PROMPT: Only the lines from the beginning of the data through the one with "height:3.5px; margin-top:-1.75px; transform-origin:0;" belong in the answer, each retyped exactly, with pictures left out.

■ ■ ■

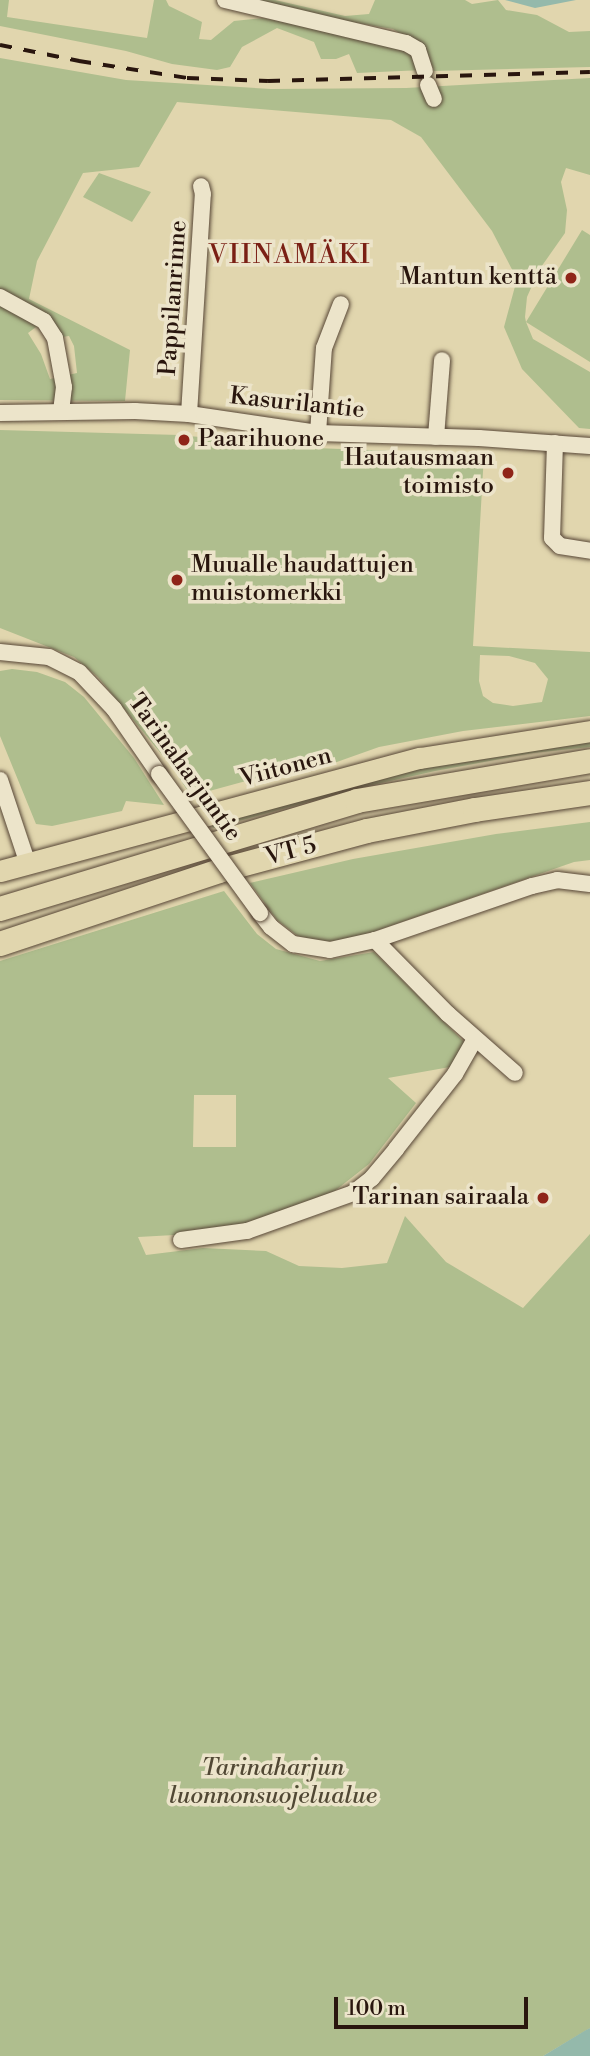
<!DOCTYPE html>
<html>
<head>
<meta charset="utf-8">
<style>
  body { margin:0 }
  #map { position:relative; width:590px; height:2056px; overflow:hidden; background:#e1d6ae; font-family:"Libre Bodoni",serif }
  div>[style] { position:absolute }
  [style*='--x'] { left:calc(var(--x)*1px); top:calc(var(--y)*1px); width:calc(var(--w)*1px); rotate:calc(var(--a)*1deg) }
  .green>* { inset:0; background:#afbe8e }
  .water>* { inset:0; background:#94b9ab }
  .roads { filter:drop-shadow(0 0 2px #574636) drop-shadow(0 0 2px #574636) }
  .minor>* { height:16px; margin:-8px; padding:0 8px; transform-origin:8px; border-radius:8px; background:#ece4ca }
  .major>* { height:21px; margin:-10.5px; padding:0 10.5px; transform-origin:10.5px; border-radius:10.5px; background:#e1d6ae }
  .highway>* { height:24px; margin:-12px; padding:0 12px; transform-origin:12px; border-radius:12px; background:#e1d6ae }
  .rail>* { height:3.5px; margin-top:-1.75px; transform-origin:0; background:repeating-linear-gradient(90deg,#29160e 0 12px,transparent 0 24px) }
  .bridges { filter:drop-shadow(0 0 2px #574636) drop-shadow(0 0 2px #574636) }
  .minor-bridge>* { height:16px; margin:-8px; padding:0 8px; transform-origin:8px; border-radius:8px; background:#ece4ca }
  .dots>* { width:19px; height:19px; translate:-50% -50%; box-sizing:border-box; border:4px solid #ece4ca; border-radius:50% }
  span { translate:-50% -50%; white-space:nowrap; text-align:center; line-height:1.15; -webkit-text-stroke:7px #ece4ca; paint-order:stroke }
  .poi-label { font-size:24px; color:#29160e }
  .right { translate:-100% -50%; text-align:right }
  .left { translate:0 -50%; text-align:left }
  .street-label { font-size:24px; color:#29160e }
  .park-label { font-size:24px; color:#514834; font-style:italic }
  .neighbourhood-label { font-size:26px; color:#7a1f14; letter-spacing:2px }
  .scale { position:absolute; left:334px; top:1997px; width:194px; height:32px; box-sizing:border-box; border:4px solid #29160e; border-top:0; padding-left:9px; font-size:21px; line-height:24px; white-space:nowrap; color:#29160e; -webkit-text-stroke:5px #ece4ca; paint-order:stroke }
</style>
</head>
<body>
<div id="map">
  <div class="green">
    <i style="clip-path:polygon(0 0,9px 0,7px 17px,147px 38px,154px 0,166px 0,169px 6px,202px 22px,199px 39px,211px 40px,234px 21px,263px 18px,389px 43px,417px 58px,423px 70px,357px 73px,349px 54px,336px 59px,321px 59px,314px 42px,277px 28px,242px 47px,230px 67px,217px 70px,172px 64px,126px 51px,0 26px)"></i>
    <i style="clip-path:polygon(258px 0,275px 0,345px 16px,369px 14px,375px 0,465px 0,472px 4px,498px 0,506px 10px,537px 15px,569px 32px,590px 31px,590px 67px,434px 71px,426px 50px,393px 29px,315px 16px)"></i>
    <i style="clip-path:polygon(evenodd,0 58px,126px 80px,271px 89px,406px 88px,590px 78px,590px 175px,566px 168px,561px 182px,567px 210px,565px 233px,539px 270px,527px 297px,525px 317px,526px 322px,582px 230px,590px 235px,590px 362px,526px 322px,533px 339px,590px 372px,590px 429px,579px 428px,522px 369px,504px 327px,517px 279px,492px 231px,421px 137px,391px 120px,177px 102px,139px 167px,83px 173px,37px 261px,29px 299px,130px 350px,125px 401px,0 400px,0 58px,44px 321px,55px 338px,69px 336px,74px 346px,77px 373px,50px 379px,41px 354px,28px 333px,44px 321px)"></i>
    <i style="clip-path:polygon(99px 173px,151px 192px,132px 222px,83px 197px)"></i>
    <i style="clip-path:polygon(evenodd,0 430px,179px 435px,314px 448px,484px 454px,473px 646px,590px 652px,590px 716px,463px 731px,379px 747px,334px 763px,261px 777px,191px 796px,172px 767px,98px 677px,74px 657px,0 628px,0 430px,480px 655px,509px 656px,535px 663px,548px 679px,542px 702px,513px 706px,493px 703px,483px 696px,479px 681px,480px 655px)"></i>
    <i style="clip-path:polygon(12px 669px,37px 672px,65px 682px,84px 697px,134px 758px,164px 805px,126px 801px,122px 811px,52px 826px,36px 824px,0 736px,0 671px)"></i>
    <i style="clip-path:polygon(590px 738px,590px 747px,533px 753px,435px 771px,363px 787px,213px 828px,210px 823px,383px 775px)"></i>
    <i style="clip-path:polygon(590px 822px,590px 860px,574px 862px,347px 941px,320px 942px,298px 936px,277px 920px,250px 883px,353px 859px,496px 834px)"></i>
    <i style="clip-path:polygon(evenodd,224px 891px,257px 934px,276px 949px,320px 961px,374px 952px,464px 1042px,450px 1067px,388px 1078px,416px 1103px,369px 1164px,313px 1208px,247px 1231px,138px 1237px,146px 1255px,203px 1248px,266px 1251px,299px 1266px,342px 1268px,387px 1263px,405px 1216px,446px 1262px,523px 1308px,590px 1234px,590px 2028px,543px 2056px,0 2056px,0 961px,224px 891px,194px 1095px,236px 1095px,236px 1147px,193px 1147px,194px 1095px)"></i>
  </div>
  <div class="water">
    <i style="clip-path:polygon(505px 0,576px 0,535px 8px)"></i>
    <i style="clip-path:polygon(590px 2028px,590px 2056px,543px 2056px,586px 2030px)"></i>
  </div>
  <div class="roads">
    <div class="minor">
      <i style="--x:225;--y:0;--w:186;--a:13.4"></i>
      <i style="--x:406;--y:43;--w:14;--a:30"></i>
      <i style="--x:418;--y:50;--w:22;--a:72"></i>
      <i style="--x:428;--y:85;--w:15;--a:67"></i>
      <i style="--x:0;--y:297;--w:50;--a:28.6"></i>
      <i style="--x:44;--y:321;--w:20;--a:57"></i>
      <i style="--x:55;--y:338;--w:50;--a:79.6"></i>
      <i style="--x:64;--y:387;--w:25;--a:97"></i>
      <i style="--x:0;--y:413;--w:135;--a:-0.8"></i>
      <i style="--x:135;--y:411;--w:54;--a:3.2"></i>
      <i style="--x:189;--y:414;--w:130;--a:8.4"></i>
      <i style="--x:318;--y:433;--w:161;--a:1.8"></i>
      <i style="--x:479;--y:438;--w:111;--a:4.1"></i>
      <i style="--x:189;--y:414;--w:220;--a:-86.4"></i>
      <i style="--x:203;--y:194;--w:8;--a:-104"></i>
      <i style="--x:318;--y:433;--w:85;--a:-86"></i>
      <i style="--x:324;--y:348;--w:47;--a:-68.9"></i>
      <i style="--x:436;--y:437;--w:77;--a:-85.5"></i>
      <i style="--x:555;--y:443;--w:95;--a:91.8"></i>
      <i style="--x:552;--y:538;--w:11;--a:45"></i>
      <i style="--x:560;--y:546;--w:30;--a:9"></i>
      <i style="--x:0;--y:652;--w:49;--a:5.8"></i>
      <i style="--x:49;--y:657;--w:34;--a:27"></i>
      <i style="--x:79;--y:672;--w:51;--a:46.6"></i>
      <i style="--x:114;--y:709;--w:79;--a:55.3"></i>
      <i style="--x:0;--y:780;--w:89;--a:71.6"></i>
      <i style="--x:260;--y:913;--w:18;--a:52"></i>
      <i style="--x:271;--y:927;--w:28;--a:38"></i>
      <i style="--x:293;--y:944;--w:37;--a:9"></i>
      <i style="--x:330;--y:950;--w:46;--a:-12.5"></i>
      <i style="--x:375;--y:940;--w:166;--a:-19"></i>
      <i style="--x:532;--y:886;--w:26;--a:-13"></i>
      <i style="--x:557;--y:880;--w:33;--a:7"></i>
      <i style="--x:375;--y:940;--w:104;--a:45.4"></i>
      <i style="--x:448;--y:1014;--w:89;--a:41.4"></i>
      <i style="--x:181;--y:1240;--w:67;--a:-7.8"></i>
      <i style="--x:247;--y:1231;--w:113;--a:-19.7"></i>
      <i style="--x:353;--y:1193;--w:24;--a:-38"></i>
      <i style="--x:372;--y:1178;--w:38;--a:-50"></i>
      <i style="--x:396;--y:1149;--w:95;--a:-51.8"></i>
      <i style="--x:455;--y:1074;--w:40;--a:-60.3"></i>
    </div>
    <div class="major">
      <i style="--x:0;--y:871;--w:435;--a:-15.1"></i>
      <i style="--x:420;--y:758;--w:172;--a:-9"></i>
    </div>
    <div class="highway">
      <i style="--x:0;--y:909;--w:373;--a:-16.8"></i>
      <i style="--x:357;--y:801;--w:236;--a:-9.7"></i>
      <i style="--x:0;--y:944;--w:231;--a:-18.4"></i>
      <i style="--x:219;--y:871;--w:153;--a:-15.1"></i>
      <i style="--x:367;--y:831;--w:110;--a:-11"></i>
      <i style="--x:475;--y:810;--w:116;--a:-8.4"></i>
    </div>
  </div>
  <div class="rail">
    <i style="--x:0;--y:45;--w:81;--a:11.4"></i>
    <i style="--x:79;--y:61;--w:109;--a:8.9"></i>
    <i style="--x:187;--y:78;--w:81;--a:2.1"></i>
    <i style="--x:268;--y:81;--w:322;--a:-1.6"></i>
  </div>
  <div class="bridges">
    <div class="minor-bridge">
      <i style="--x:159;--y:774;--w:172;--a:54"></i>
    </div>
  </div>
  <div class="dots">
    <i style="left:571px;top:278px;background:#8f2418"></i>
    <i style="left:184px;top:440px;background:#8f2418"></i>
    <i style="left:508px;top:473px;background:#8f2418"></i>
    <i style="left:177px;top:580px;background:#8f2418"></i>
    <i style="left:543px;top:1198px;background:#8f2418"></i>
  </div>
  <div class="poi-label">
    <span class="right" style="left:557px;top:278px">Mantun kenttä</span>
    <span class="left" style="left:198px;top:440px">Paarihuone</span>
    <span class="right" style="left:494px;top:473px">Hautausmaan<br>toimisto</span>
    <span class="left" style="left:191px;top:580px">Muualle haudattujen<br>muistomerkki</span>
    <span class="right" style="left:529px;top:1198px">Tarinan sairaala</span>
  </div>
  <div class="street-label">
    <span style="left:174px;top:298px;rotate:-86deg">Pappilanrinne</span>
    <span style="left:297px;top:404px;rotate:6deg">Kasurilantie</span>
    <span style="left:184px;top:768px;rotate:54deg">Tarinaharjuntie</span>
    <span style="left:286px;top:768px;rotate:-15deg">Viitonen</span>
    <span style="left:291px;top:852px;rotate:-15deg">VT 5</span>
  </div>
  <div class="park-label">
    <span style="left:273px;top:1783px">Tarinaharjun<br>luonnonsuojelualue</span>
  </div>
  <div class="neighbourhood-label">
    <span style="left:290px;top:256px">VIINAMÄKI</span>
  </div>
  <div class="scale">100 m</div>
</div>
</body>
</html>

■ ■ ■

EXERCISE RESULT:
<!DOCTYPE html>
<html>
<head>
<meta charset="utf-8">
<style>
  body { margin:0 }
  #map { position:relative; width:590px; height:2056px; overflow:hidden; background:#e1d6ae; font-family:"Libre Bodoni",serif }
  div>[style] { position:absolute }
  [style*='--x'] { left:calc(var(--x)*1px); top:calc(var(--y)*1px); width:calc(var(--w)*1px); rotate:calc(var(--a)*1deg) }
  .green>* { inset:0; background:#afbe8e }
  .water>* { inset:0; background:#94b9ab }
  .roads { filter:drop-shadow(0 0 2px #574636) drop-shadow(0 0 2px #574636) }
  .minor>* { height:16px; margin:-8px; padding:0 8px; transform-origin:8px; border-radius:8px; background:#ece4ca }
  .major>* { height:21px; margin:-10.5px; padding:0 10.5px; transform-origin:10.5px; border-radius:10.5px; background:#e1d6ae }
  .highway>* { height:24px; margin:-12px; padding:0 12px; transform-origin:12px; border-radius:12px; background:#e1d6ae }
  .rail>* { height:3.5px; margin-top:-1.75px; transform-origin:0; background:repeating-linear-gradient(90deg,#29160e 0 12px,transparent 0 24px) }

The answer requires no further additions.